The goal here is to end up with a single "root" circuit representing any EVM proof. I.e. it must verify each STARK, but be general enough to work with any combination of STARK sizes (within some range of sizes that we chose to support). This root circuit can then be plugged into our aggregation circuit.
In particular, for each STARK, and for each initial `degree_bits` (within a range that we choose to support), this adds a "shrinking chain" of circuits. Such a chain shrinks a STARK proof from that initial `degree_bits` down to a constant, `THRESHOLD_DEGREE_BITS`.
The root circuit then combines these shrunk-to-constant proofs for each table. It's similar to `RecursiveAllProof::verify_circuit`; I adapted the code from there and I think we can remove it after. The main difference is that now instead of having one verification key per STARK, we have several possible VKs, one per initial `degree_bits`. We bake the list of possible VKs into the root circuit, and have the prover indicate the index of the VK they're actually using.
This also partially removes the default feature of CTLs. So far we've used filters instead of defaults. Until now it was easy to keep supporting defaults just in case, but here maintaining support would require some more work. E.g. we couldn't use `exp_u64` any more, since the size delta is now dynamic, it can't be hardcoded. If there are no concerns, I'll fully remove the feature after.

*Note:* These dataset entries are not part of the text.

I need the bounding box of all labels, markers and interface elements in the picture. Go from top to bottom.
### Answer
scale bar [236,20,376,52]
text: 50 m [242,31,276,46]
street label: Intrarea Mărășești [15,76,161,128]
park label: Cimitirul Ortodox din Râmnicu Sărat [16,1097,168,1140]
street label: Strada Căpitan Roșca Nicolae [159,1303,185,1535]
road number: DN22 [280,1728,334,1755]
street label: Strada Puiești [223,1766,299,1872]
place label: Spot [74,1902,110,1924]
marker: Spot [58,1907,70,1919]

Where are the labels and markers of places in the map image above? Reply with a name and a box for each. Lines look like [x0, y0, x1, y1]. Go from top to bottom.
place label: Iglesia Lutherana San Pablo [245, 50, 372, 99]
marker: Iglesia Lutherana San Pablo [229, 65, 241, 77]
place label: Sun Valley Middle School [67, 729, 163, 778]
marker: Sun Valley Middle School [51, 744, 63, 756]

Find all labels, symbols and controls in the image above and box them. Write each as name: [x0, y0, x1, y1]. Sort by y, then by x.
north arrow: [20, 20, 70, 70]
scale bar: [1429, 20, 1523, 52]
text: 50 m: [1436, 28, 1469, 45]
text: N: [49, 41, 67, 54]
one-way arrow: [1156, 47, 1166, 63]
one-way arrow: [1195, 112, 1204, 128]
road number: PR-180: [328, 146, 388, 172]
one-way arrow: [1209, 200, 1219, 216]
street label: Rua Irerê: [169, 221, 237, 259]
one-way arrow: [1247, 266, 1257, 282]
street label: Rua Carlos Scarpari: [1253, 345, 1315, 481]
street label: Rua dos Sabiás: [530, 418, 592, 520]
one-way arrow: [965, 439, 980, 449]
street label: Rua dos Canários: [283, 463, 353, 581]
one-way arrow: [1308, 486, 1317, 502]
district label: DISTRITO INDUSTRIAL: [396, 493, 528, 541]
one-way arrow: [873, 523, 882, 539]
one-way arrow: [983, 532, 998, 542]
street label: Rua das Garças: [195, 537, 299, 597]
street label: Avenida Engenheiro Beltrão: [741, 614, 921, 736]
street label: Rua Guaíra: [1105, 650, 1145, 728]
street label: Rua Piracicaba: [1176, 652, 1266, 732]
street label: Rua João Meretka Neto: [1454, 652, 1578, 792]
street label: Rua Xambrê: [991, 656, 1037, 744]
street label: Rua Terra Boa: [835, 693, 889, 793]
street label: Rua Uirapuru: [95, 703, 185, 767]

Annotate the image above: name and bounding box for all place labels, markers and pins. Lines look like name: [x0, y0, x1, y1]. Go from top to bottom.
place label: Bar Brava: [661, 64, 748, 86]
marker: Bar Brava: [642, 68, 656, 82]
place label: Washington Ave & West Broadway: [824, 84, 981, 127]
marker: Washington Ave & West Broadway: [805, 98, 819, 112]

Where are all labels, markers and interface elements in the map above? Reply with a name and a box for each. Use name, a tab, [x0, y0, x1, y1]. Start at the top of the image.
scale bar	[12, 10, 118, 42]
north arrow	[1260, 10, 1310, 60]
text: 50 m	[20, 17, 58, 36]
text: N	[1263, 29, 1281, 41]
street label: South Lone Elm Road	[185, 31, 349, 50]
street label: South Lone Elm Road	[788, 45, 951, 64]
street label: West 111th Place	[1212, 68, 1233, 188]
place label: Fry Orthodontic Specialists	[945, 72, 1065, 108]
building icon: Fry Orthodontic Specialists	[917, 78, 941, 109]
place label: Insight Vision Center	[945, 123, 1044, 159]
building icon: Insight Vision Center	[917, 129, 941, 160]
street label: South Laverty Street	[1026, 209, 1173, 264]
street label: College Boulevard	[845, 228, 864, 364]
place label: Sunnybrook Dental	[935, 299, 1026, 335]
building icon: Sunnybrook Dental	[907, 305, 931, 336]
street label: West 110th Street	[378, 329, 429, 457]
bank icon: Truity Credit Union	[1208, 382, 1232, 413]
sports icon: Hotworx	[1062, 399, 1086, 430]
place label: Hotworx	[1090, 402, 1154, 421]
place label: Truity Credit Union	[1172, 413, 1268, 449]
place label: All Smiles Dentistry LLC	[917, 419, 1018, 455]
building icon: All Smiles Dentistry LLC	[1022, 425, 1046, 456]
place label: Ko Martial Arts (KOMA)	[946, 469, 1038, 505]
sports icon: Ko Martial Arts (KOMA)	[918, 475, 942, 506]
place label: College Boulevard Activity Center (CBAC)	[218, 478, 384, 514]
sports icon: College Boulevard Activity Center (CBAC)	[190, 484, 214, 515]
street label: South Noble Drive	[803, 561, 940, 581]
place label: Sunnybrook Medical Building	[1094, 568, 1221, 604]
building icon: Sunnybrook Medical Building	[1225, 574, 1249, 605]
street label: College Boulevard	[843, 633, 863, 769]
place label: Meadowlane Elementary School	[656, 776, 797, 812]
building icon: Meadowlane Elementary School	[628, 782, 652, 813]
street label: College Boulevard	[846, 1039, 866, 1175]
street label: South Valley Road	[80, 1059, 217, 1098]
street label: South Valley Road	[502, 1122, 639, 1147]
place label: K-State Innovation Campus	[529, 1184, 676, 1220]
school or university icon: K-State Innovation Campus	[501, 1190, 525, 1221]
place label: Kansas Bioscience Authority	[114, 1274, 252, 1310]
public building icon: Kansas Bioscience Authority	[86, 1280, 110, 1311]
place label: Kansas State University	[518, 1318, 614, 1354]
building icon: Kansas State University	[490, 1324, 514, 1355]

In preparation for adding the zkEVM aggregation circuit. Mainly,
- Adds a `WitnessWrite` trait, a sub-trait of `Witness`, and move the write methods to it. `GeneratedValues` impls `WitnessWrite`, which lets generators like `DummyProofGenerator` access all our write methods like `set_proof_with_pis_target`. Also removes some duplication.
- Remove `set_cyclic_recursion_data_target` - now that dummy proof data is automatically populated, all that remains is populating `condition` and the cyclic proof + VK. I think it's easy enough for callers to do this; the steps are the same as with `conditionally_verify_proof`. This way there's no cyclic-recursion-specific API to learn about.
- Split `cyclic_recursion` into two variants, one which checks the current circuit or a dummy, and a more general one which checks the current circuit or some other circuit. We can use the latter to build a more efficient aggregation circuit, where we check another aggregation proof or an EVM proof, with no dummy proofs involved.